- Directed by: William A. Seiter
- Written by: Faith Baldwin; Alan Campbell; Isabel Dawn; Boyce DeGaw; Dorothy Parker;
- Produced by: Walter Wanger
- Starring: Henry Fonda; Margaret Sullavan; Walter Brennan; Henrietta Crosman;
- Cinematography: Joseph A. Valentine
- Edited by: Dorothy Spencer
- Music by: Gerard Carbonara
- Production company: Walter Wanger Productions
- Distributed by: Paramount Pictures
- Release date: April 10, 1936;
- Running time: 80 minutes
- Country: United States
- Language: English
- Budget: $402,573
- Box office: $417,663

= The Moon's Our Home =

1936 film by William A. Seiter

The Moon's Our Home is a 1936 American comedy film directed by William A. Seiter and starring Henry Fonda, Margaret Sullavan and Walter Brennan. It was adapted from a novel of the same name written by Faith Baldwin and first published in serial form in Cosmopolitan magazine.

==Plot==
New York novelist Anthony Amberton meets up with actress Cherry Chester. The two date and later marry, though neither knows of the other's fame.

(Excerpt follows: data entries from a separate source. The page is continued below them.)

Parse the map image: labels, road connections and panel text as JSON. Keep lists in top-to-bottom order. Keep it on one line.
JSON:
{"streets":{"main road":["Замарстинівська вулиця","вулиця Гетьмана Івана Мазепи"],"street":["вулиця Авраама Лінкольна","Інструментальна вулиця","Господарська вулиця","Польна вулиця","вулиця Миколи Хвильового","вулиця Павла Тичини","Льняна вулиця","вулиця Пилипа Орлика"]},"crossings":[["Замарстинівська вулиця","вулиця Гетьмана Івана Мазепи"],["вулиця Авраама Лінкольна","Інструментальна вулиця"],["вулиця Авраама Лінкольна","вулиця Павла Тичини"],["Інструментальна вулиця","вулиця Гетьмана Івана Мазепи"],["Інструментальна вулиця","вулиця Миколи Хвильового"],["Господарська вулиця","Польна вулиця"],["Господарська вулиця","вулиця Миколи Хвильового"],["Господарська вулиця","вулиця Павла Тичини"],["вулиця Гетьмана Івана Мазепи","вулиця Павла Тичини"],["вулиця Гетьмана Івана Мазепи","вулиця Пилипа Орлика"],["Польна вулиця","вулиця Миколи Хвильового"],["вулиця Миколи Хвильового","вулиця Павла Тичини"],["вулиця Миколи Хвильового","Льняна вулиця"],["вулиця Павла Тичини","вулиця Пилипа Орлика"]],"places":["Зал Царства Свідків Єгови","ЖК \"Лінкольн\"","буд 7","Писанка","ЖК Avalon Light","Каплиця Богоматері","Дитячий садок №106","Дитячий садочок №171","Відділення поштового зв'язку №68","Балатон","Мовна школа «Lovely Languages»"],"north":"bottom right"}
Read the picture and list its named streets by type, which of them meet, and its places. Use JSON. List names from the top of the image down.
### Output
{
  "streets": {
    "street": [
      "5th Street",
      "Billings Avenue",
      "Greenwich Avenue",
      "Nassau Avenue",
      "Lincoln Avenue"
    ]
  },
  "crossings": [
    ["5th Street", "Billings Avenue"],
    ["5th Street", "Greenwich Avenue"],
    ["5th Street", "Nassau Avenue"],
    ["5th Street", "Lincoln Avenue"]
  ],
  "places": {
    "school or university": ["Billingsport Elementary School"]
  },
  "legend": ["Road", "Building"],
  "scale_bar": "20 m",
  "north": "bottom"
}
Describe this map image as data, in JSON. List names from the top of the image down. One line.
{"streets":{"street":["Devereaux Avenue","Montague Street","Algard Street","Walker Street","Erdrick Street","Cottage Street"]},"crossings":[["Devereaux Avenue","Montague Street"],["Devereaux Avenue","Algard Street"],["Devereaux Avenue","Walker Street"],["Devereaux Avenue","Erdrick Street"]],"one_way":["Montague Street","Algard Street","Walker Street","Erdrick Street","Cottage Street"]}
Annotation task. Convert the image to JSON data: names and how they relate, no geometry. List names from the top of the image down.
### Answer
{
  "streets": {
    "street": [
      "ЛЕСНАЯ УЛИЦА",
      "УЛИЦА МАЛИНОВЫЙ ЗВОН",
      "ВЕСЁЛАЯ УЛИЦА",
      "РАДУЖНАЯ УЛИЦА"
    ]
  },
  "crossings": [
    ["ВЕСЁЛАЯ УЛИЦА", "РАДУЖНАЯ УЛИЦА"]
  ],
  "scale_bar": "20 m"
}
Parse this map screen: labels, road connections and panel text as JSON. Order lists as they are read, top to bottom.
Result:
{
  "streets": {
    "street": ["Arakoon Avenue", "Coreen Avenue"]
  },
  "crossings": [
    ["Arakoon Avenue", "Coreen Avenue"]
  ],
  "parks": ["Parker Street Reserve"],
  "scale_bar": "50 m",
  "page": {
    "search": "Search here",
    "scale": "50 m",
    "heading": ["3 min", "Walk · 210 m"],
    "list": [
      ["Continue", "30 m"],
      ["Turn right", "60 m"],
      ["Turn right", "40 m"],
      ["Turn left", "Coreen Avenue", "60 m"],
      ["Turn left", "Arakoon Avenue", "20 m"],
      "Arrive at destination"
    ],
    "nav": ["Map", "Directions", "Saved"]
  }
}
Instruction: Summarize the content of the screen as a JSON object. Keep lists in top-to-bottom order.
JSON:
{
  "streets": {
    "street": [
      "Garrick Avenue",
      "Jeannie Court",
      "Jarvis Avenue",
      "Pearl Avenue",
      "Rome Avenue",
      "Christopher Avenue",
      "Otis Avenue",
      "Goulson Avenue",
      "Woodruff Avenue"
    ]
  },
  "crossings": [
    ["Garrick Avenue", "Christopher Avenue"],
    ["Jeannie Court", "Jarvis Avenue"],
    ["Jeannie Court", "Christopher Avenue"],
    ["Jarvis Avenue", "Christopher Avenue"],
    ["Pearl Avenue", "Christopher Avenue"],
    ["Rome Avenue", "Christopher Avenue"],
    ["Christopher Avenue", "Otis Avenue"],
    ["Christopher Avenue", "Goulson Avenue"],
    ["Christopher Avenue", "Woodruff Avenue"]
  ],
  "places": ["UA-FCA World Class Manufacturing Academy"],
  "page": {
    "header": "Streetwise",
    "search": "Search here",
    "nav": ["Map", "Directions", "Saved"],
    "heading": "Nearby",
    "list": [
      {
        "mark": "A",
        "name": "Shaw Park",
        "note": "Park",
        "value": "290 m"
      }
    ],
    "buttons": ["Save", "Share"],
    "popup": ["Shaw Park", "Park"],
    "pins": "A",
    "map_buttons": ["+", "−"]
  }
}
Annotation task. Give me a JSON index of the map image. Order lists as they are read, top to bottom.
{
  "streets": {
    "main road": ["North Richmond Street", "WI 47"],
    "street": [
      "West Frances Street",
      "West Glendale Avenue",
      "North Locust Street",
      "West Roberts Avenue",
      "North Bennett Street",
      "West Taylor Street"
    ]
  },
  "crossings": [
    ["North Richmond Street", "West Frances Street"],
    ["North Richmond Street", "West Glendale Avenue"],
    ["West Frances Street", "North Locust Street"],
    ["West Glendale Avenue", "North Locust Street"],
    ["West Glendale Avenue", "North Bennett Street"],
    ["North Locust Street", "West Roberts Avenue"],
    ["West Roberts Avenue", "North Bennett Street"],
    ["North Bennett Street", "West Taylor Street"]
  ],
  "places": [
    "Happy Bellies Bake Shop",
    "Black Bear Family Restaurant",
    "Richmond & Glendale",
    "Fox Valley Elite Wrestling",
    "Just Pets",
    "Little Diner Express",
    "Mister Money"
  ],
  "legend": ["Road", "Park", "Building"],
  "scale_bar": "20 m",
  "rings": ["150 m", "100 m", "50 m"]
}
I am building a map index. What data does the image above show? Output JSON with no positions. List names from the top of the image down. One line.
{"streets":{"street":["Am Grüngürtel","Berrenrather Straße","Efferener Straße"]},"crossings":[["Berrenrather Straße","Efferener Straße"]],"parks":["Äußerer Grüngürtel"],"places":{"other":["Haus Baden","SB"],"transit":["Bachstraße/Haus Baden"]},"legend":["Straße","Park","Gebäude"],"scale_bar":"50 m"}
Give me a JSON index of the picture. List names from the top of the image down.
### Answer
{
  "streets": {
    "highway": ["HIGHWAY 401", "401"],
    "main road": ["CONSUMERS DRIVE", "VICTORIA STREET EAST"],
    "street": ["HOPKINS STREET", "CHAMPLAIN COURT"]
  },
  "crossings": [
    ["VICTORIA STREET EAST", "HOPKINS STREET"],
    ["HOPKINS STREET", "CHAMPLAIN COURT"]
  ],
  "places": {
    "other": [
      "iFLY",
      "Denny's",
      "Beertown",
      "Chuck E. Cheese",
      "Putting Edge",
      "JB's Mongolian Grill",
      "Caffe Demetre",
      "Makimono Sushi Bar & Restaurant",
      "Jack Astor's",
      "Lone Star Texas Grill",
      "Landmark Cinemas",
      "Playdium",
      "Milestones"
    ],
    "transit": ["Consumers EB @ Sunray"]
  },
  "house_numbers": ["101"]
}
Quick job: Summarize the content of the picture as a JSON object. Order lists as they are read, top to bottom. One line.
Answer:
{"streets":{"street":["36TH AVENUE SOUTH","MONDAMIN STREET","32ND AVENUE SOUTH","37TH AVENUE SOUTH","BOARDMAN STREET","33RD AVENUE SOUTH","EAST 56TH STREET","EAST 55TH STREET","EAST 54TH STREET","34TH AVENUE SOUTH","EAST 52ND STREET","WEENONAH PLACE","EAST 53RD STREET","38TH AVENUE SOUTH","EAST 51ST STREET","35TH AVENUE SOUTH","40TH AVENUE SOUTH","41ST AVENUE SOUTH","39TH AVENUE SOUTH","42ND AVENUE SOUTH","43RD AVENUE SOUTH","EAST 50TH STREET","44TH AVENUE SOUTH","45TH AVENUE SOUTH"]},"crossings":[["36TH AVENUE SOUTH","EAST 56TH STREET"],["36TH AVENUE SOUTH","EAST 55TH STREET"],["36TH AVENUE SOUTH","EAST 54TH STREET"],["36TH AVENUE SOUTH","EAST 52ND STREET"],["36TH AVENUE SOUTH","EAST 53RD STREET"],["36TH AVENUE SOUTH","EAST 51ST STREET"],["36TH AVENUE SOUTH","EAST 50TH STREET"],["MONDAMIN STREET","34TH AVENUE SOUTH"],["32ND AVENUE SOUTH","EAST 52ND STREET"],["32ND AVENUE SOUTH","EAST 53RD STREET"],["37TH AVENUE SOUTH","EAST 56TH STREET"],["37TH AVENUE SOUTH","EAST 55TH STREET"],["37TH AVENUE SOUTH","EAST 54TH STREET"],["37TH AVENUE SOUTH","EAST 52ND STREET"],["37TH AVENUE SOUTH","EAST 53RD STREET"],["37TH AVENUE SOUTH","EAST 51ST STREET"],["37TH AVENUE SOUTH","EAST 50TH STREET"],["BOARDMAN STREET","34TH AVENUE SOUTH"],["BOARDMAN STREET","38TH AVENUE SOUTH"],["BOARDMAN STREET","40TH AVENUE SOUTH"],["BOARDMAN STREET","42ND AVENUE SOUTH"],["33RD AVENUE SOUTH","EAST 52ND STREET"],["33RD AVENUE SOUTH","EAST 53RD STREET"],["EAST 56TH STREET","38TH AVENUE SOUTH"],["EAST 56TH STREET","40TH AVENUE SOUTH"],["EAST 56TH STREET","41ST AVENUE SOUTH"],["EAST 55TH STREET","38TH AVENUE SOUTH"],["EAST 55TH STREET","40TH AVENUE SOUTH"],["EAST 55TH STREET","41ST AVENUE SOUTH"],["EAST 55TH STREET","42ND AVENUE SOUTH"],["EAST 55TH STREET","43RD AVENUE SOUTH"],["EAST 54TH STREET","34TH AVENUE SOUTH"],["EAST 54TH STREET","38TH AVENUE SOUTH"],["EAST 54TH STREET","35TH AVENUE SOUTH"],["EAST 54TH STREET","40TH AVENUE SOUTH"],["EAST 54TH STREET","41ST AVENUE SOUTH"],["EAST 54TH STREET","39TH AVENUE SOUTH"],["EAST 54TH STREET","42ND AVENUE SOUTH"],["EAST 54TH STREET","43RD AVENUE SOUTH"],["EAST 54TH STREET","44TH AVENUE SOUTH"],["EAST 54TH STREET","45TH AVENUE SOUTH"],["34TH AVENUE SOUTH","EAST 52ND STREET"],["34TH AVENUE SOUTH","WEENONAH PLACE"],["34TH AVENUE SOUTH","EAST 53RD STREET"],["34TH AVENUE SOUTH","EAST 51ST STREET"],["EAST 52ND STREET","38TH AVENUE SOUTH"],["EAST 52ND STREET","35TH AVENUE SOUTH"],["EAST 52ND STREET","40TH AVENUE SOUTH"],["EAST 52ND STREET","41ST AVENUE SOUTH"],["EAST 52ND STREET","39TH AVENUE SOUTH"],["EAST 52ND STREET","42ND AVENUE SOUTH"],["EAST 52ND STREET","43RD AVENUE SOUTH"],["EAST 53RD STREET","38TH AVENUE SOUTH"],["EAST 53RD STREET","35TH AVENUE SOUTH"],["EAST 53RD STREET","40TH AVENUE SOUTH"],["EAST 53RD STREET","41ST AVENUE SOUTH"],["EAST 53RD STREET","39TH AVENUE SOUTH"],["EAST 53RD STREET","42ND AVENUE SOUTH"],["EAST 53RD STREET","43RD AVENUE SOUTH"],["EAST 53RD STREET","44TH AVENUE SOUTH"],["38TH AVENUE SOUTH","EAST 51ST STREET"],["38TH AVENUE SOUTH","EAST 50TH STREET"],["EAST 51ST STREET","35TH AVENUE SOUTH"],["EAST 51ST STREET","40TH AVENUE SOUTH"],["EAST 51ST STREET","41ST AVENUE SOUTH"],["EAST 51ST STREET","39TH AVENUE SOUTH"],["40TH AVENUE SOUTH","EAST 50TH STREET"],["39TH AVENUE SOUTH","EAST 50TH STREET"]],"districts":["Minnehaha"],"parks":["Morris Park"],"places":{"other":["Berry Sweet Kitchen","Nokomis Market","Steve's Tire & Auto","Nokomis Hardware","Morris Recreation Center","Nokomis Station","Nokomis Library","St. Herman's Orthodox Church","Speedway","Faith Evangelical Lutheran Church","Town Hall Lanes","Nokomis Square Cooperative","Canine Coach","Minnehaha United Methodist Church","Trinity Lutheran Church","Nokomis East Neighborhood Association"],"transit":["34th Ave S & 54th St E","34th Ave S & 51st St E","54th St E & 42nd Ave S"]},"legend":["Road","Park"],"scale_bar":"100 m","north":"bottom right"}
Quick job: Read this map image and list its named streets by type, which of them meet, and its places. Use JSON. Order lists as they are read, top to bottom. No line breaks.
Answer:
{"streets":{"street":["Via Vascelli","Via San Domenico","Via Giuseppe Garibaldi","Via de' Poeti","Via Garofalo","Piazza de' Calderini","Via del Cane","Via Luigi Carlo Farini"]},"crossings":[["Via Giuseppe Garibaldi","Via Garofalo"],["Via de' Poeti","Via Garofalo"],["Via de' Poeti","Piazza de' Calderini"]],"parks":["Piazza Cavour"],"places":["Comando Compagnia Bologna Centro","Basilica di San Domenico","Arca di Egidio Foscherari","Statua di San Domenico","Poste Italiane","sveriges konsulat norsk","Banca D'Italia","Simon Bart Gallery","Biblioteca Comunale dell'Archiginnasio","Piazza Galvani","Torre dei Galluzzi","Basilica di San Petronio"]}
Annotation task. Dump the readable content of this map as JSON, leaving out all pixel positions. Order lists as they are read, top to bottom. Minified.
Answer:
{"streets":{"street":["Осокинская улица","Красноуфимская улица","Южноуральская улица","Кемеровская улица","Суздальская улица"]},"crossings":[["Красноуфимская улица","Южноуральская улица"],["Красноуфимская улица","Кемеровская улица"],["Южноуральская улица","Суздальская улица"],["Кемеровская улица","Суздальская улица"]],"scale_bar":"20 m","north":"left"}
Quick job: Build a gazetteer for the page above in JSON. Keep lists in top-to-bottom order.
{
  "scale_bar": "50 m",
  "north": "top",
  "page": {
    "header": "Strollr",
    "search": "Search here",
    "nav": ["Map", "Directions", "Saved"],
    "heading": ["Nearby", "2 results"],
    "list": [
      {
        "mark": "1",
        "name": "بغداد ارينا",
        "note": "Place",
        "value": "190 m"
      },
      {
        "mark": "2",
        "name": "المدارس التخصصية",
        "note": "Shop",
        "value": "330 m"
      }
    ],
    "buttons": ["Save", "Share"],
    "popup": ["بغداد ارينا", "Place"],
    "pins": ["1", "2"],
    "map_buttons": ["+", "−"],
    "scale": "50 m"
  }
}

The real adventure begins on the honeymoon, when their relationship heats up with insults and arguments.

==Reception==
The film recorded a loss of $111,845.

Writing for The Spectator in 1936, Graham Greene gave the film a good review, describing it as "a trivial charming comedy". Greene praised Dorothy Parker's comedy writing and the acting of Margaret Sullavan and Henry Fonda for providing "the sense of something fresh and absurd and civilized".

==On radio==
Lux Radio Theatre aired a one-hour adaptation of the film on February 10, 1941, with James Stewart and Carole Lombard in the leading roles.